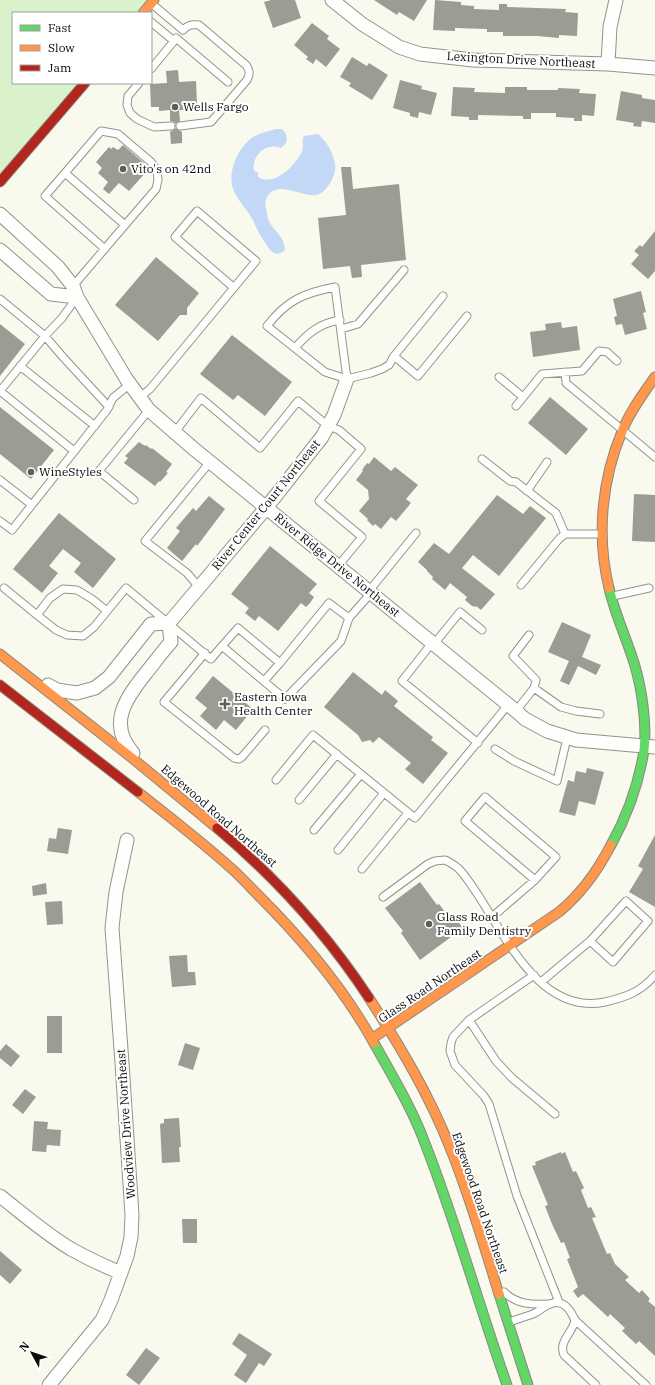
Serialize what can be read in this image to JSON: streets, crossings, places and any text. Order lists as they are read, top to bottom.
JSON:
{
  "streets": {
    "main road": ["Edgewood Road Northeast", "Glass Road Northeast"],
    "street": [
      "Lexington Drive Northeast",
      "River Center Court Northeast",
      "River Ridge Drive Northeast",
      "Woodview Drive Northeast"
    ]
  },
  "crossings": [
    ["River Center Court Northeast", "River Ridge Drive Northeast"],
    ["River Ridge Drive Northeast", "Glass Road Northeast"],
    ["Edgewood Road Northeast", "Glass Road Northeast"]
  ],
  "places": {
    "other": [
      "Wells Fargo",
      "Vito's on 42nd",
      "WineStyles",
      "Glass Road Family Dentistry"
    ],
    "health": ["Eastern Iowa Health Center"]
  },
  "legend": ["Fast", "Slow", "Jam"],
  "north": "top left"
}
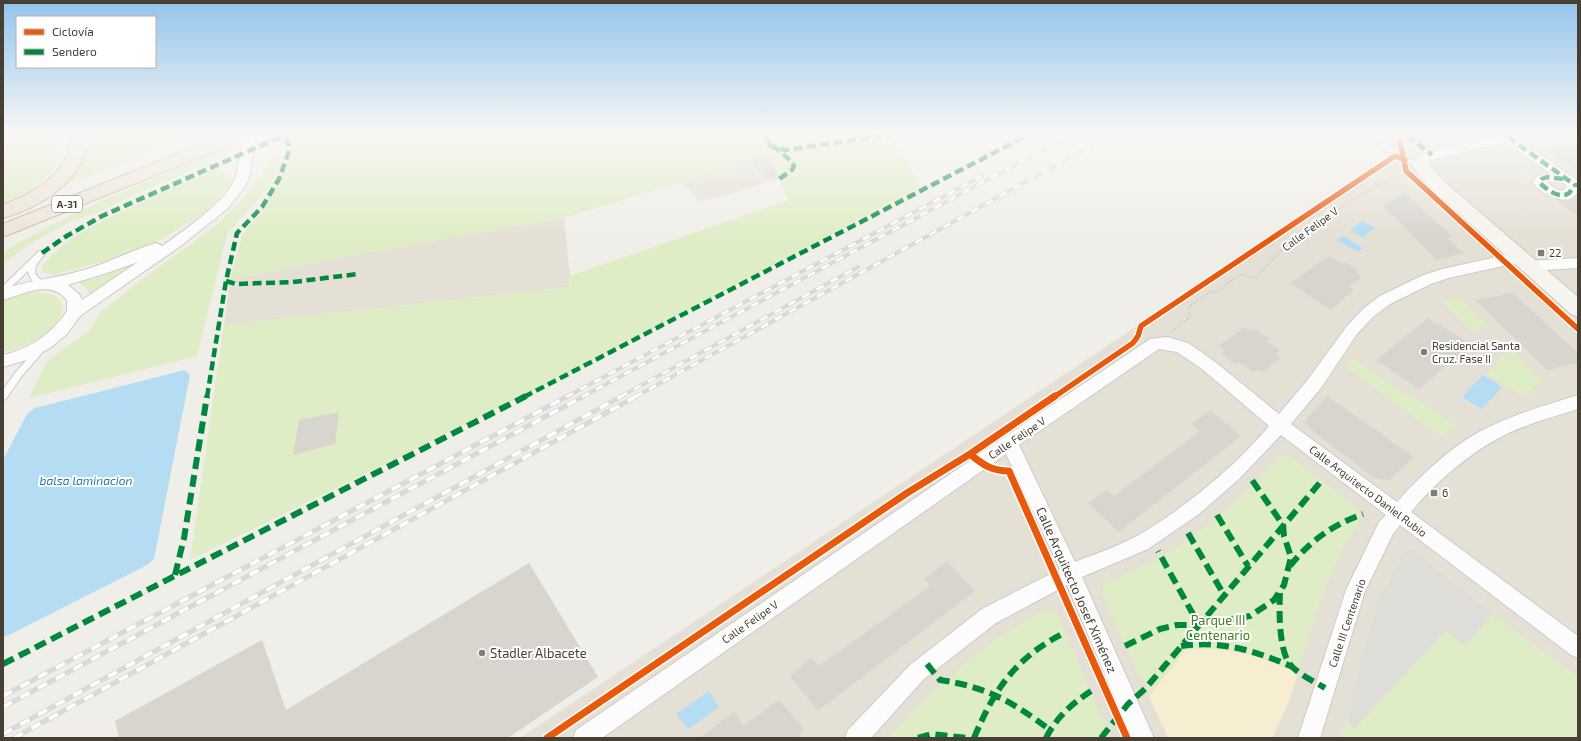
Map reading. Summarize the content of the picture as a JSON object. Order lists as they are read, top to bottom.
{
  "streets": {
    "highway": ["A-31"],
    "street": [
      "Calle Felipe V",
      "Calle Arquitecto Daniel Rubio",
      "Calle Arquitecto Josef Ximénez",
      "Calle III Centenario"
    ]
  },
  "crossings": [
    ["Calle Felipe V", "Calle Arquitecto Daniel Rubio"],
    ["Calle Felipe V", "Calle Arquitecto Josef Ximénez"],
    ["Calle Arquitecto Daniel Rubio", "Calle III Centenario"]
  ],
  "water": ["balsa laminacion"],
  "parks": ["Parque III Centenario"],
  "places": {
    "transit": ["22", "6"],
    "other": ["Residencial Santa Cruz. Fase II", "Stadler Albacete"]
  },
  "legend": ["Ciclovía", "Sendero"]
}
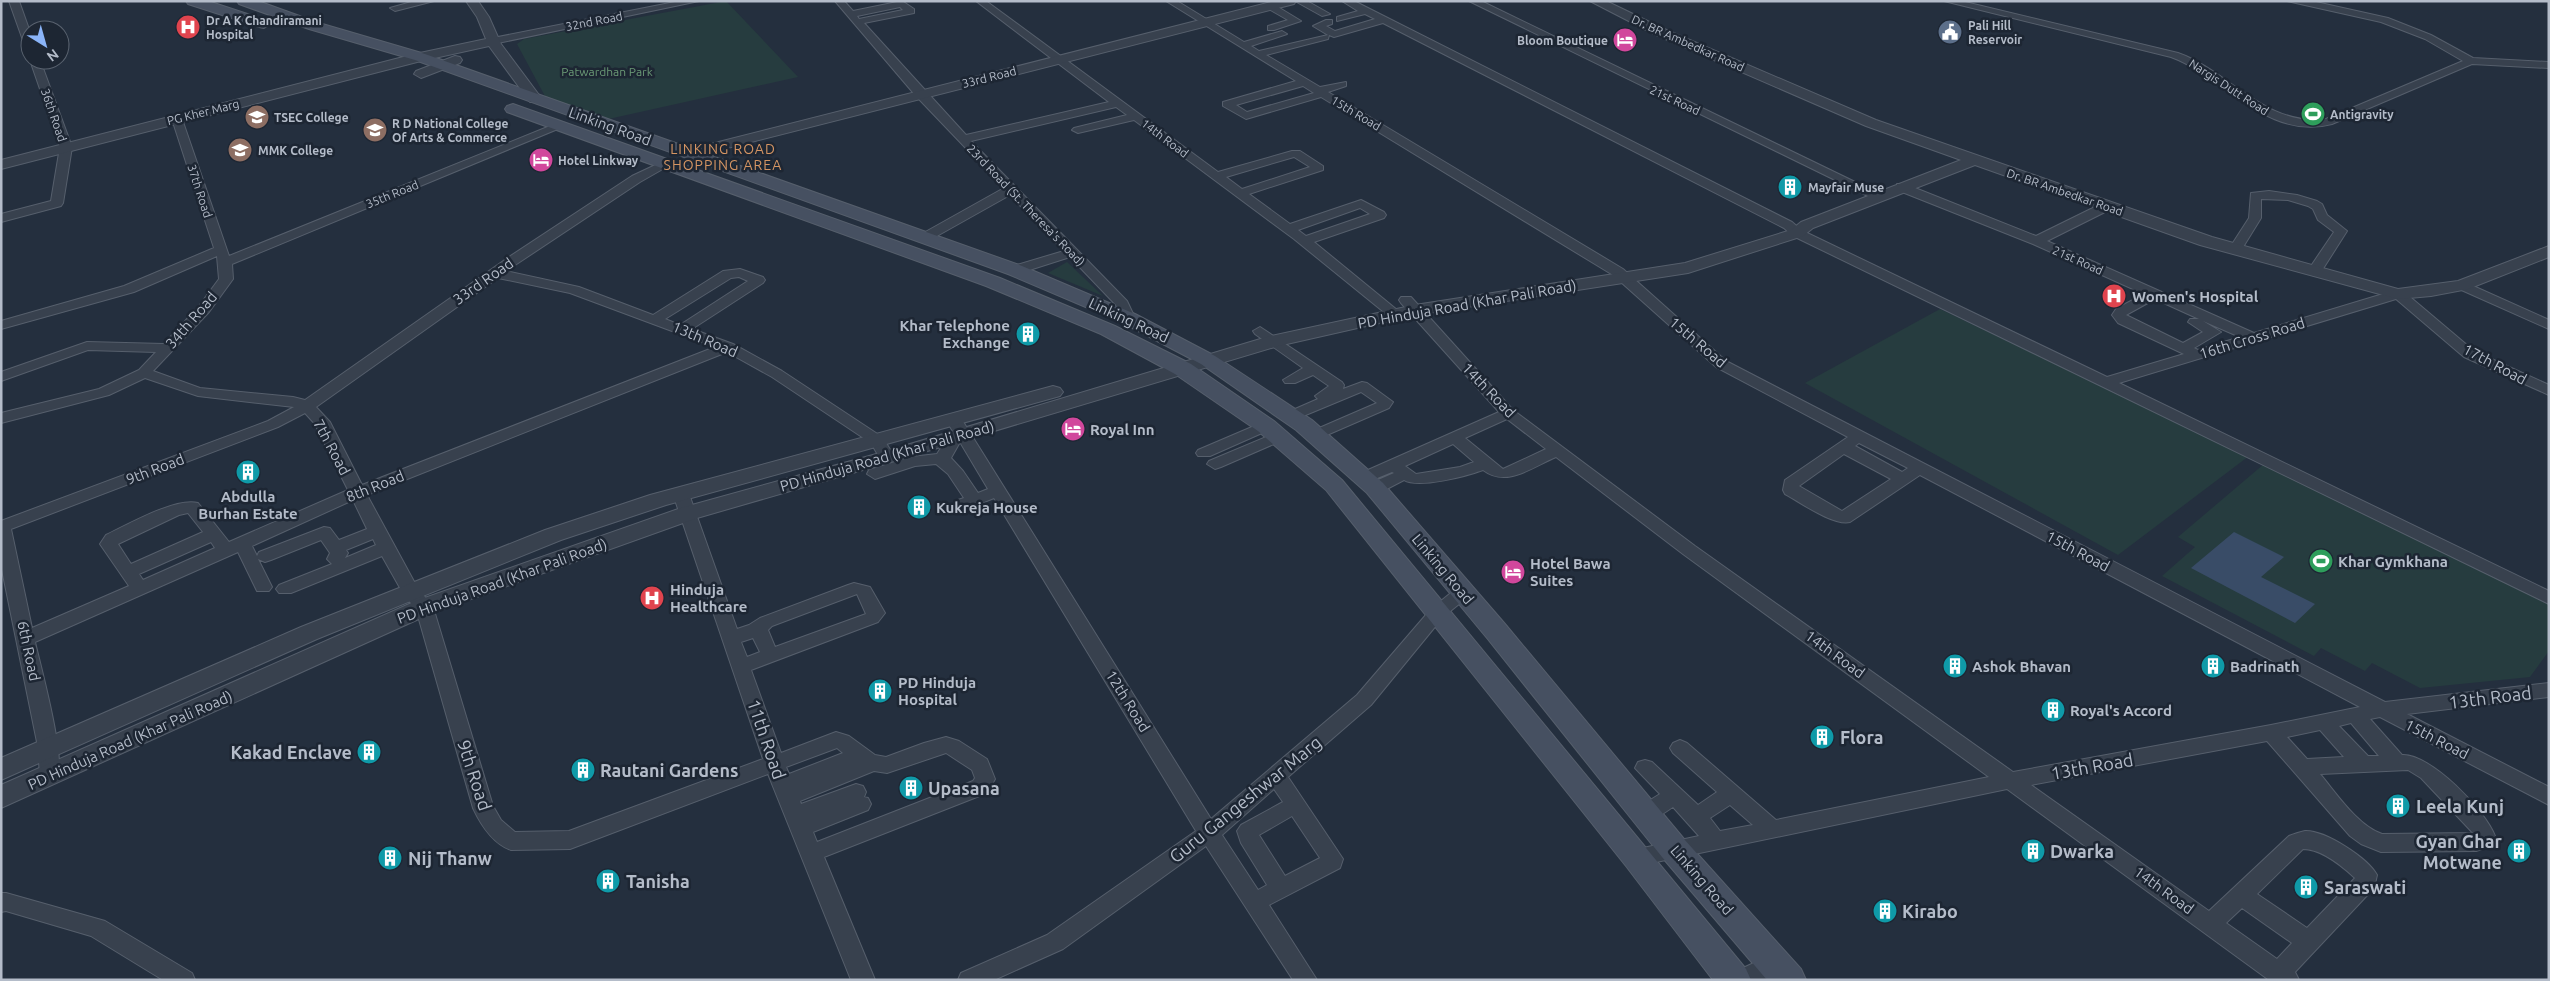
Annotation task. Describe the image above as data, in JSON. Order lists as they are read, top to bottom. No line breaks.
{"streets":{"main road":["Linking Road"],"street":["32nd Road","Dr. BR Ambedkar Road","33rd Road","Nargis Dutt Road","21st Road","PG Kher Marg","15th Road","36th Road","14th Road","37th Road","35th Road","23rd Road (St. Theresa's Road)","PD Hinduja Road (Khar Pali Road)","34th Road","16th Cross Road","13th Road","17th Road","7th Road","9th Road","8th Road","6th Road","12th Road","11th Road","Guru Gangeshwar Marg"]},"crossings":[["Dr. BR Ambedkar Road","PD Hinduja Road (Khar Pali Road)"],["Dr. BR Ambedkar Road","16th Cross Road"],["Dr. BR Ambedkar Road","17th Road"],["33rd Road","15th Road"],["33rd Road","Linking Road"],["33rd Road","14th Road"],["33rd Road","23rd Road (St. Theresa's Road)"],["33rd Road","13th Road"],["33rd Road","7th Road"],["33rd Road","9th Road"],["21st Road","PD Hinduja Road (Khar Pali Road)"],["21st Road","16th Cross Road"],["PG Kher Marg","36th Road"],["PG Kher Marg","Linking Road"],["PG Kher Marg","37th Road"],["15th Road","PD Hinduja Road (Khar Pali Road)"],["15th Road","13th Road"],["Linking Road","35th Road"],["Linking Road","23rd Road (St. Theresa's Road)"],["Linking Road","PD Hinduja Road (Khar Pali Road)"],["Linking Road","13th Road"],["Linking Road","Guru Gangeshwar Marg"],["14th Road","PD Hinduja Road (Khar Pali Road)"],["14th Road","13th Road"],["37th Road","35th Road"],["37th Road","34th Road"],["35th Road","34th Road"],["PD Hinduja Road (Khar Pali Road)","13th Road"],["PD Hinduja Road (Khar Pali Road)","7th Road"],["PD Hinduja Road (Khar Pali Road)","9th Road"],["PD Hinduja Road (Khar Pali Road)","6th Road"],["PD Hinduja Road (Khar Pali Road)","12th Road"],["PD Hinduja Road (Khar Pali Road)","11th Road"],["34th Road","7th Road"],["16th Cross Road","17th Road"],["13th Road","8th Road"],["7th Road","9th Road"],["7th Road","8th Road"],["9th Road","6th Road"],["9th Road","11th Road"],["8th Road","6th Road"],["12th Road","Guru Gangeshwar Marg"]],"districts":["LINKING ROAD SHOPPING AREA"],"parks":["Patwardhan Park"],"places":{"hospital":["Dr A K Chandiramani Hospital","Women's Hospital","Hinduja Healthcare"],"public building":["Pali Hill Reservoir"],"hotel":["Bloom Boutique","Hotel Linkway","Royal Inn","Hotel Bawa Suites"],"sports":["Antigravity","Khar Gymkhana"],"school or university":["TSEC College","R D National College Of Arts & Commerce","MMK College"],"building":["Mayfair Muse","Khar Telephone Exchange","Abdulla Burhan Estate","Kukreja House","Ashok Bhavan","Badrinath","PD Hinduja Hospital","Royal's Accord","Flora","Kakad Enclave","Rautani Gardens","Upasana","Leela Kunj","Dwarka","Gyan Ghar Motwane","Nij Thanw","Tanisha","Saraswati","Kirabo"]},"north":"bottom right"}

----------

What to do. The expected answer is a copy of each line above containing "Order".

Exercise result.
Serialize what can be read in this image to JSON: streets, crossings, places and any text. Order lists as they are read, top to bottom.
Map reading. Summarize the content of the picture as a JSON object. Order lists as they are read, top to bottom.
Annotation task. Describe the image above as data, in JSON. Order lists as they are read, top to bottom. No line breaks.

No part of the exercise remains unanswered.